Pattern Syntax

PATTERNS

In Cariochi Patterns, the syntax revolves around the use of "classes," "fields," and "patterns" to identify and extract specific information from unstructured text. Let's delve into each element:

Patterns

Regular expressions form the basis of patterns in Cariochi Patterns. These expressions are used to match specific entities within the text. Patterns can include both classes and fields to extract relevant information accurately.

Fields

Fields are specific attributes or values within a class that help define the structure of the extracted information. In Cariochi Patterns, fields are indicated by the "#" symbol followed by the field identifier. They provide a way to extract and organize different components of an entity.

For instance, consider the @Date class with the following pattern:

Date:
  - "{#year: \d{4}}-{#month: \d{2}}-{#day: \d{2}}"

In this example, the pattern specifies the structure of a date with fields for the year, month, and day components. When the pattern matches the text, the year, month, and day values are extracted as separate fields within the @Date entity.

Inner Classes

Cariochi Patterns also introduces the concept of inner classes. Inner classes are classes defined within a pattern and are represented using the "@" symbol followed by the class name. They allow you to specify that text matched by the pattern should be interpreted as an instance of the inner class.

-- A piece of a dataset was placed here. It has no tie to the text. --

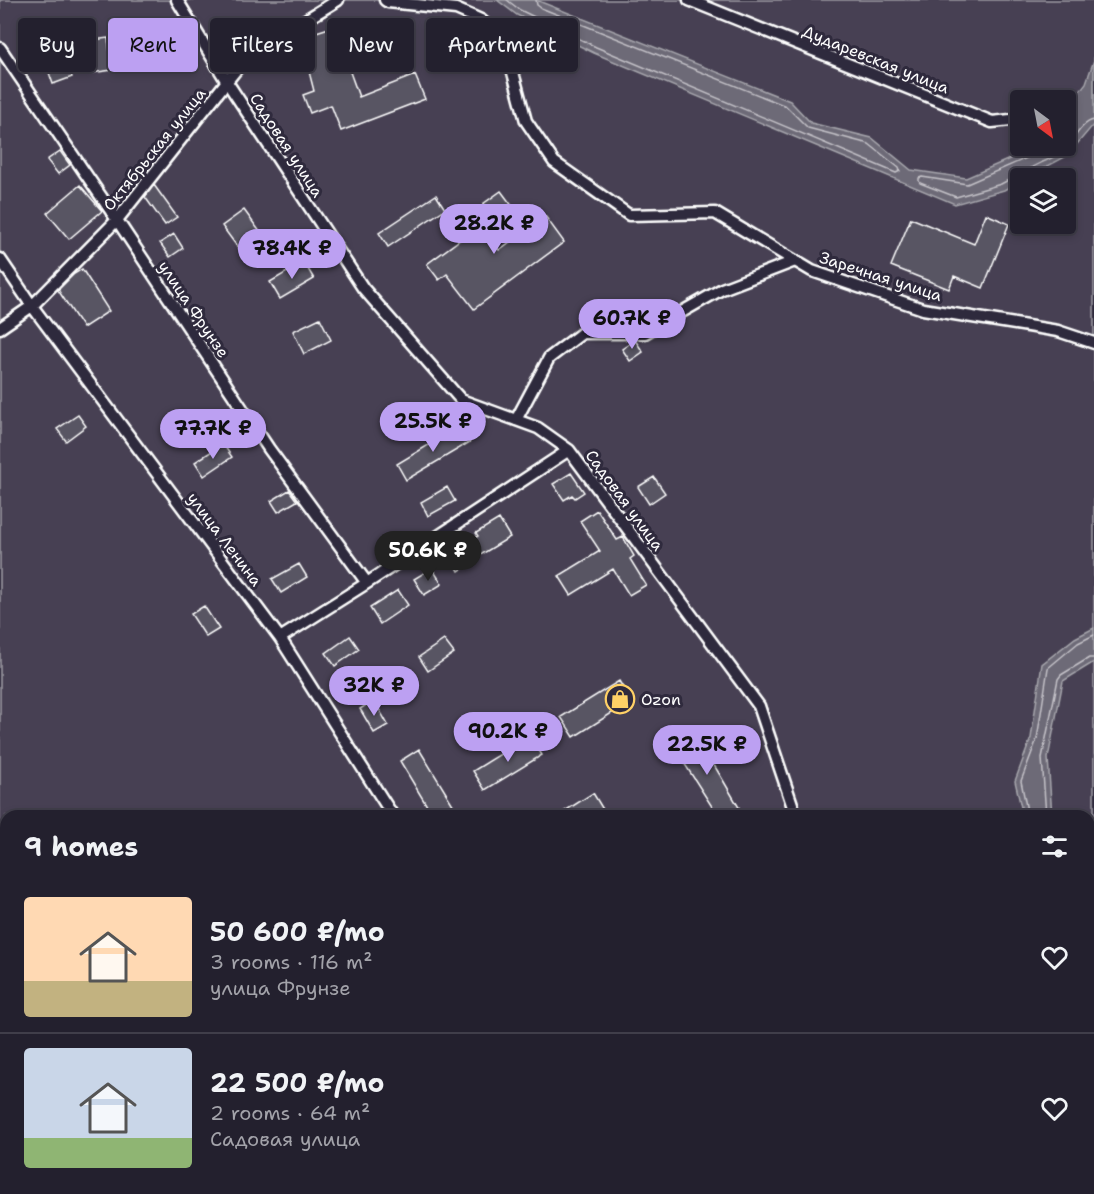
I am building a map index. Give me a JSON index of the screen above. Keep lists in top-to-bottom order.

For instance, inner classes can be applied to each component of a date. An example of this is the inner class @Int, which indicates that extracted values should be treated as integers, thus enhancing the semantic interpretation of the matched data:

Date:
  - "{@Int: \d{4}}-{@Int: \d{2}}-{@Int: \d{2}}"

Another approach involves combining both fields and inner classes within a pattern:

Date:
  - "{#year: {@Int: \d{4}}}-{#month: {@Int: \d{2}}}-{#day: {@Int: \d{2}}}"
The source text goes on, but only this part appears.